In 1946, Viola Desmond, a 32-year-old entrepreneur from Halifax, was on a business trip when her car broke down in the small community of New Glasgow in Nova Scotia, Canada. With some extra time to kill while she waited for the repairs, Desmond decided to go see a movie, and headed to the Roseland Theater at the corner of Forbes and Provost Streets. She requested and paid for a seat to see a noir called The Dark Mirror on the theater's main floor—but because she was black, the cashier gave her a ticket and the appropriate change for the balcony section.
Unaware that she had been given a balcony ticket, Desmond proceeded into the main-floor seating area, where the ticket-taker told her she'd have to go upstairs. She assumed that there had been a mistake, but when she went back to the cashier to ask again for a main-floor ticket, the cashier reportedly replied, "I'm sorry, but I'm not permitted to sell downstairs tickets to you people."
Desmond was used to finding a way when racially motivated roadblocks were thrown at her. When she was denied entrance to Halifax beauty schools because of her skin color, she trained in Montreal, New York, and New Jersey, then created her own beauty studio and school in Halifax, drawing black women from across Canada's east coast. She also created her own line of black beauty care products. So, being a woman used to making her own path, once Desmond realized she was being discriminated against, she courageously strode back inside the theater to take a seat on the main floor.
She was just settling in to enjoy the movie when she was confronted by the theater manager. Desmond stood her ground, but the police soon arrived and forcibly removed her from the theater, injuring her hip and knee in the process.
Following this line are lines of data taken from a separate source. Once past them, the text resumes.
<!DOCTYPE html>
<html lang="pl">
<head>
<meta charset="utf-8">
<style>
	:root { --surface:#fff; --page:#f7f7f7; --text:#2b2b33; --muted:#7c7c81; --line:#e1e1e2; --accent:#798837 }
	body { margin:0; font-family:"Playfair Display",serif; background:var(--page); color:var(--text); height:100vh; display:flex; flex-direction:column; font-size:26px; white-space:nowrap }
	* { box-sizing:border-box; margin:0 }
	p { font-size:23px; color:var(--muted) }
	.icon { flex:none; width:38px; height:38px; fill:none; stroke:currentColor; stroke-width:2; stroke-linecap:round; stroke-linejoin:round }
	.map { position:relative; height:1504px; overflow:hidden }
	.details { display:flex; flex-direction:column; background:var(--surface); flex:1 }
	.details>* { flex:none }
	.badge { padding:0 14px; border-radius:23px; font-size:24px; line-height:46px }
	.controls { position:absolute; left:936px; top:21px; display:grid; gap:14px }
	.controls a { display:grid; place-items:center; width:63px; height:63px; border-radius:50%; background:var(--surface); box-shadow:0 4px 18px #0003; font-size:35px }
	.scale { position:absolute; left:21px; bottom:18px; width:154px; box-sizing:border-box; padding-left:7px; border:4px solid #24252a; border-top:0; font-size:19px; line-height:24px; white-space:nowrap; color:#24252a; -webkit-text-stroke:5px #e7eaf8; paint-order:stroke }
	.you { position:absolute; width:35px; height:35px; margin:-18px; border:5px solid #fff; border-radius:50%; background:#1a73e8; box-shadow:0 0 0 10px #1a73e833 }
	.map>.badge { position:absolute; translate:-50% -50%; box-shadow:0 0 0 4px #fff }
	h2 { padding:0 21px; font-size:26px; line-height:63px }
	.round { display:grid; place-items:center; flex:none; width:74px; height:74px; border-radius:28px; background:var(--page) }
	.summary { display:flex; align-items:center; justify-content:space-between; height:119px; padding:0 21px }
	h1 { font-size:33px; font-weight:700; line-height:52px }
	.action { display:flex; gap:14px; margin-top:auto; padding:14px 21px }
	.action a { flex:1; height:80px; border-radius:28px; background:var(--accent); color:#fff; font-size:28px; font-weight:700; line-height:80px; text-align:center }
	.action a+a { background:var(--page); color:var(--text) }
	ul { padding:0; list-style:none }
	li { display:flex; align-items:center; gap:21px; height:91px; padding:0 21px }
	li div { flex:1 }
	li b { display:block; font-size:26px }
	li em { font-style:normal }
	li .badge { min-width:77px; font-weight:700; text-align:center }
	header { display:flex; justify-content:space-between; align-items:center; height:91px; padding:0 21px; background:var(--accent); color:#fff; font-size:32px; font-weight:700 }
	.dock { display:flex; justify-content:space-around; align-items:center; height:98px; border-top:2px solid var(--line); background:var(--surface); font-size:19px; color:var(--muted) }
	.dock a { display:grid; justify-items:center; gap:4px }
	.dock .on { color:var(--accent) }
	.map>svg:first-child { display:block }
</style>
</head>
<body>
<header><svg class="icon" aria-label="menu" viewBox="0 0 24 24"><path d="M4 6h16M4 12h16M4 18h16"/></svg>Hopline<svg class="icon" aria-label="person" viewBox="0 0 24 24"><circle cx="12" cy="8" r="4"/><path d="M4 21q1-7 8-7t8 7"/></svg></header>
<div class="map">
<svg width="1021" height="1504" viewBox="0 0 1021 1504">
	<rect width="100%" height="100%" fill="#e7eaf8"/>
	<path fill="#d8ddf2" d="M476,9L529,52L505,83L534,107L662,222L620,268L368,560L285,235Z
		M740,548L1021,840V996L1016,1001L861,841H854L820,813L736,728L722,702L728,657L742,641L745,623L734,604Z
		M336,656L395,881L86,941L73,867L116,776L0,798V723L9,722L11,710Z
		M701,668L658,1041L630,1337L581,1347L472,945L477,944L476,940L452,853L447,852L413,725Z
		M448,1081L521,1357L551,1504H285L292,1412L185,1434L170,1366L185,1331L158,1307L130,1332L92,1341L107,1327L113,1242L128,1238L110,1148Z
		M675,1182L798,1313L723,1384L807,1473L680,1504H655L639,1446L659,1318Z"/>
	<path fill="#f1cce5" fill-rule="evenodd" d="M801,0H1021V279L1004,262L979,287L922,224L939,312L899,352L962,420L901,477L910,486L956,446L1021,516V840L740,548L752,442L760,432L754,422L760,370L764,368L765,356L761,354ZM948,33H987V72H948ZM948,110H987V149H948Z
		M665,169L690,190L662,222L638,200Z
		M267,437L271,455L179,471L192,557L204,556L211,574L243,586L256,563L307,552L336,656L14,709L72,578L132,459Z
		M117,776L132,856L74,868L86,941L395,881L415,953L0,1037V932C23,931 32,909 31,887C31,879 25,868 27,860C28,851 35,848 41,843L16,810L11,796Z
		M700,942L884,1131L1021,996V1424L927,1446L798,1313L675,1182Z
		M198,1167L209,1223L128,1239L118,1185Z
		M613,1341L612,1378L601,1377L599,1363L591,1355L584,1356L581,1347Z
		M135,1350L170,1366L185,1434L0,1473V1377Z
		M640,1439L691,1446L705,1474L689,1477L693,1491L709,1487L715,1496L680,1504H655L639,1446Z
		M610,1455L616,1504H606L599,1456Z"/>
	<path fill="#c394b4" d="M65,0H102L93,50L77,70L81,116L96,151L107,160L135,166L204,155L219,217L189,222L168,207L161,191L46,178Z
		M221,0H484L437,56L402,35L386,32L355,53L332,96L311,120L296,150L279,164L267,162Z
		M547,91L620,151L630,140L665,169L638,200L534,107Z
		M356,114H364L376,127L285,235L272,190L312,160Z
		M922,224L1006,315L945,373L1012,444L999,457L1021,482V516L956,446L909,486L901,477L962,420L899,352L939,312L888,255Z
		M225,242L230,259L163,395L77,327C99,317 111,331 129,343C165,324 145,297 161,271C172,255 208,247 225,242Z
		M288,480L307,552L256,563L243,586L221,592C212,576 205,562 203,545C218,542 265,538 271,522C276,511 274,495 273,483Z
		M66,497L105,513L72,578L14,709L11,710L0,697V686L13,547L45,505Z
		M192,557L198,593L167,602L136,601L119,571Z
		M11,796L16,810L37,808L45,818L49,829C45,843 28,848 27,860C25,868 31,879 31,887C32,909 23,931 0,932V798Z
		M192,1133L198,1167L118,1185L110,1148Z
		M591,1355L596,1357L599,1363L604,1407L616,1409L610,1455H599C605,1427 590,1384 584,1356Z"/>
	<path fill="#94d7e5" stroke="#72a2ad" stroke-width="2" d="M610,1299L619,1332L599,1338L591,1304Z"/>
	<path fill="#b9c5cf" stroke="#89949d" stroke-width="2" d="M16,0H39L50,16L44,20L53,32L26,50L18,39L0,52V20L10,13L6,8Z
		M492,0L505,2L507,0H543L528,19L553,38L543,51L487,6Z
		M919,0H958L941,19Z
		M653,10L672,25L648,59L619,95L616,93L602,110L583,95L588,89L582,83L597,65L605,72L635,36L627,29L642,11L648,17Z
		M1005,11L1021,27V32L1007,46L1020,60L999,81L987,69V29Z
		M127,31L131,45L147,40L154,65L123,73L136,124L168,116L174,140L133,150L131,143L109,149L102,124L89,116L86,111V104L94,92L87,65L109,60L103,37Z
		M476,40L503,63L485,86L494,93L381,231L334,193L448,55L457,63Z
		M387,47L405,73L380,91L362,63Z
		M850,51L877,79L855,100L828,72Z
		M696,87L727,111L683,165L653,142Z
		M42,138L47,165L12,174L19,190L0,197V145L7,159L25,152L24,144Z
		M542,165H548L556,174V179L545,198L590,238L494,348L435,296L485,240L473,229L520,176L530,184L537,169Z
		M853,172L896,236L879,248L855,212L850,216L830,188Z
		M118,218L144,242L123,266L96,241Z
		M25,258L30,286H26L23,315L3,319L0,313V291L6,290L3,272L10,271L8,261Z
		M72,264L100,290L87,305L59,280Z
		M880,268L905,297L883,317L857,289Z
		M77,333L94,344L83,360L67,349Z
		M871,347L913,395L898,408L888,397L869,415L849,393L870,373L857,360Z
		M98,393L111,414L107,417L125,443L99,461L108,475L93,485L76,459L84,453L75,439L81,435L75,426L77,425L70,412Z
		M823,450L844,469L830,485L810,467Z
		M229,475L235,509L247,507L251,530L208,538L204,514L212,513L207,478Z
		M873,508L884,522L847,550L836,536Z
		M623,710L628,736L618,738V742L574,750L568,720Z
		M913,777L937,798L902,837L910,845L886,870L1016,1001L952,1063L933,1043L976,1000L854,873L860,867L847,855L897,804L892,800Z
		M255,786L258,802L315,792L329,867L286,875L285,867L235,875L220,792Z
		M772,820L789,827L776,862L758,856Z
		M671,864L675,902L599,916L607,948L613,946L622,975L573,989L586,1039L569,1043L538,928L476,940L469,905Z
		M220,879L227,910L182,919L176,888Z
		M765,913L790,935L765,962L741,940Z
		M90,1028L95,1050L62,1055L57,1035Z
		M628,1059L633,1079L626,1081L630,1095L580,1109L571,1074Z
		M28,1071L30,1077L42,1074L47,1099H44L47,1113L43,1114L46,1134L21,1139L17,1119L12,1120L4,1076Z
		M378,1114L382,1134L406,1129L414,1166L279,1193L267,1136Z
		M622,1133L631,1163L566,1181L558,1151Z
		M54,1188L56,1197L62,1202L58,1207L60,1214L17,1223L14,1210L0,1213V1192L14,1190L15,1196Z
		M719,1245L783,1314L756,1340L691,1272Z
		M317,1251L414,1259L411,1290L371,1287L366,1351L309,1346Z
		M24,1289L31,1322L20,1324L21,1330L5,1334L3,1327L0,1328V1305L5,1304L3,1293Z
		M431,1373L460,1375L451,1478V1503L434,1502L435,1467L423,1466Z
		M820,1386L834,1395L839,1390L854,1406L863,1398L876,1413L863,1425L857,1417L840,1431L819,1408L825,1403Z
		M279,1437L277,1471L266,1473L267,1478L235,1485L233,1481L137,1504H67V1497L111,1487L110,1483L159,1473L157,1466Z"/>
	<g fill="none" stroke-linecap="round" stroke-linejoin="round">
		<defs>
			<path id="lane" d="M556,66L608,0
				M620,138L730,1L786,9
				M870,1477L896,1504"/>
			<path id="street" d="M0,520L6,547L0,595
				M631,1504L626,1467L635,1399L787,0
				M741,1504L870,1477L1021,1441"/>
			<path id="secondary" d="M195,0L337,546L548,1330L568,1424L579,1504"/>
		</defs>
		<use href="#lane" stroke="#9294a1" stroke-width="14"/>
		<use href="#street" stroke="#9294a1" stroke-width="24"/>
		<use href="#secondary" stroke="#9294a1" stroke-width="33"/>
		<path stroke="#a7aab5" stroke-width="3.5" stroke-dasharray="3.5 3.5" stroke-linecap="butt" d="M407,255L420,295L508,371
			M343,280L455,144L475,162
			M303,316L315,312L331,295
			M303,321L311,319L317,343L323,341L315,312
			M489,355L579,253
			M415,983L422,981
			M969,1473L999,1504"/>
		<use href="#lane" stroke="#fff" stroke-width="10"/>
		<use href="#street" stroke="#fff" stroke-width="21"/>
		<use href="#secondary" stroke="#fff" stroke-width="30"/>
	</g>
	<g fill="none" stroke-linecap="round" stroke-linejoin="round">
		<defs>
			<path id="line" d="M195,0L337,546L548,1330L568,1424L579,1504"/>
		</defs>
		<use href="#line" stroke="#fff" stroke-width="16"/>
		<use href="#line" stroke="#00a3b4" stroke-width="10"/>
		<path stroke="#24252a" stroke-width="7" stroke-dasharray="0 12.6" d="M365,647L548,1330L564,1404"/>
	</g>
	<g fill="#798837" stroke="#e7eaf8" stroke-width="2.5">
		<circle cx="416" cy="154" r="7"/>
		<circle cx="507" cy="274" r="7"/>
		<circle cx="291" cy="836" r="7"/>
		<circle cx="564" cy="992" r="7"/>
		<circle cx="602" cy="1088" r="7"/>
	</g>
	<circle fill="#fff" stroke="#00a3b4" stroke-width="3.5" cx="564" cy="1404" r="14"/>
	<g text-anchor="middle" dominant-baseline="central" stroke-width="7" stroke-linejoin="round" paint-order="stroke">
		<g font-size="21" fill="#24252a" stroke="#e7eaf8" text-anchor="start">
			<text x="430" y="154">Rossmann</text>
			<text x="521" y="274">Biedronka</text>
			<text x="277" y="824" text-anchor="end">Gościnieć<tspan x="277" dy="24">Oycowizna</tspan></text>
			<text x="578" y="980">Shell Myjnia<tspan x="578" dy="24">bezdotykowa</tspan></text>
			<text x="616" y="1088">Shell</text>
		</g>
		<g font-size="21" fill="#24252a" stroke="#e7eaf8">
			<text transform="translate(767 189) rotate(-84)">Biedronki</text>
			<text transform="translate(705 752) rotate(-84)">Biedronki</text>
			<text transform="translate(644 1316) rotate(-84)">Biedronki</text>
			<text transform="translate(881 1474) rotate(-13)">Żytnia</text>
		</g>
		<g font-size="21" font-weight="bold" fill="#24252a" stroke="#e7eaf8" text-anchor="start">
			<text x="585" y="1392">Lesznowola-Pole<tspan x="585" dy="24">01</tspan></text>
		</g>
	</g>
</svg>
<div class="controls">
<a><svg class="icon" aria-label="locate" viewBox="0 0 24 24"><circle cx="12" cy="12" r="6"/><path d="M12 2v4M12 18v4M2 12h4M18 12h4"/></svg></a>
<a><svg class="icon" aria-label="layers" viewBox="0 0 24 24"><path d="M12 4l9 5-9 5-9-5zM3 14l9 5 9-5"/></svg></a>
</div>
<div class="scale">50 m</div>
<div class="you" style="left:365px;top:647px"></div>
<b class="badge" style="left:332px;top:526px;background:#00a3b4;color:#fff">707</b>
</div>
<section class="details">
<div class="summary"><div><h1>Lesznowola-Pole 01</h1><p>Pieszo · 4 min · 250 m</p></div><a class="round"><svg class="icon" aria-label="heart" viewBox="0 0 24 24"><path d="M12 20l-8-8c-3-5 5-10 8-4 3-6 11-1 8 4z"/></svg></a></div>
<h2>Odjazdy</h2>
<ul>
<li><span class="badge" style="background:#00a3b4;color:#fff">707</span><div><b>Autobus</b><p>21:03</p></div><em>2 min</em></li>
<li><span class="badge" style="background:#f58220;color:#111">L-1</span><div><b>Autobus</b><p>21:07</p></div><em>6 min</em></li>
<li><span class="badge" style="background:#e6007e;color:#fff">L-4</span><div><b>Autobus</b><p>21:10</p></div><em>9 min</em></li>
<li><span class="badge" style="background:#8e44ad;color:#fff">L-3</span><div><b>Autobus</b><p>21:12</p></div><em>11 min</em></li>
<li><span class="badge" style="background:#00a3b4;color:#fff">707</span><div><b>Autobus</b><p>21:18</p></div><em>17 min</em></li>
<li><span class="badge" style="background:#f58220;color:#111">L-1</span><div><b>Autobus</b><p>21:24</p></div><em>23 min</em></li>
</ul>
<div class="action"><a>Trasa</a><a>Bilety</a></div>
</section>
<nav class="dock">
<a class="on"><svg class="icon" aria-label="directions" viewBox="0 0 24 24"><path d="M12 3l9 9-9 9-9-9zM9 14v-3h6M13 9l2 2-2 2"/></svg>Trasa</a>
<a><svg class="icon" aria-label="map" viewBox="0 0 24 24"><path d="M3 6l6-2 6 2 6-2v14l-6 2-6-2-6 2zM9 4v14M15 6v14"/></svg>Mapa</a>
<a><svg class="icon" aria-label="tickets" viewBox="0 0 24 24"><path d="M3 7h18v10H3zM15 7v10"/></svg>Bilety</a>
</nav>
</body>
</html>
She spent the night in jail, though not for disobeying segregation laws; there weren't any. Instead, officials got her on a trumped-up claim of defrauding the Government of Nova Scotia. They alleged that she had failed to pay one cent in amusement tax—that is, the difference in the amount of tax charged on a main floor and balcony seat. Under a 1915 Canadian licensing statute, those who entered a theater without paying the proper amount of amusement tax could be arrested without a warrant and fined.
Realizing that the ludicrous charge was a way to punish her for refusing to bow to the unofficial segregation rules of the day, Desmond challenged the decision all the way to the Nova Scotia Supreme Court. Unfortunately, she lost the trial, and the charges stood.
Desmond died in 1965 at age 50. She may not have gotten justice during her lifetime, but her actions were a galvanizing force for the civil rights movement in Canada. And almost 65 years after the theater incident, the Canadian government tried to set things right. In 2010, a cultural studies professor from Nova Scotia worked with Desmond's sister, Wanda Robson, to secure a posthumous pardon from Nova Scotia's lieutenant governor as well as an apology from the province's premier. (The pair teamed up after Wanda, then 73, took Professor Graham Reynolds's class at Cape Breton University. As Reynolds was telling a story about Viola, Wanda piped up and said "Hey, that's my sister.")
Since then, the civil rights pioneer has been on a Canada Post stamp and had a passenger ferry named for her, while plans for streets bearing her name are in the works in Montreal and Halifax. She has also been honored with the creation of the Viola Desmond Chair of Social Justice at Cape Breton University.
And soon, Canadians will be seeing a lot more of her. In late 2016, she was chosen as the first Canadian woman to appear on a $10 bill. The design for the bill was unveiled on March 8, 2018, and features a violet-hued portrait of Viola on the front, plus images of the Canadian Museum for Human Rights and an excerpt from the Canadian Charter of Rights and Freedoms on the back. The bill also includes an eagle feather, which the Bank of Canada says represents "the ongoing journey toward recognizing rights and freedoms for Indigenous Peoples in Canada." The banknote will enter into circulation later in 2018.
Speaking of Viola at the unveiling, Finance Minister Bill Morneau said, "Her story serves as inspiration to all Canadians and acts as a powerful reminder of how one person’s actions can help trigger change across generations."
As for Viola's sister Wanda, she said at the unveiling that seeing the new bill had left her speechless. "This is amazing, unique, and our family will go down in history. Imagine that."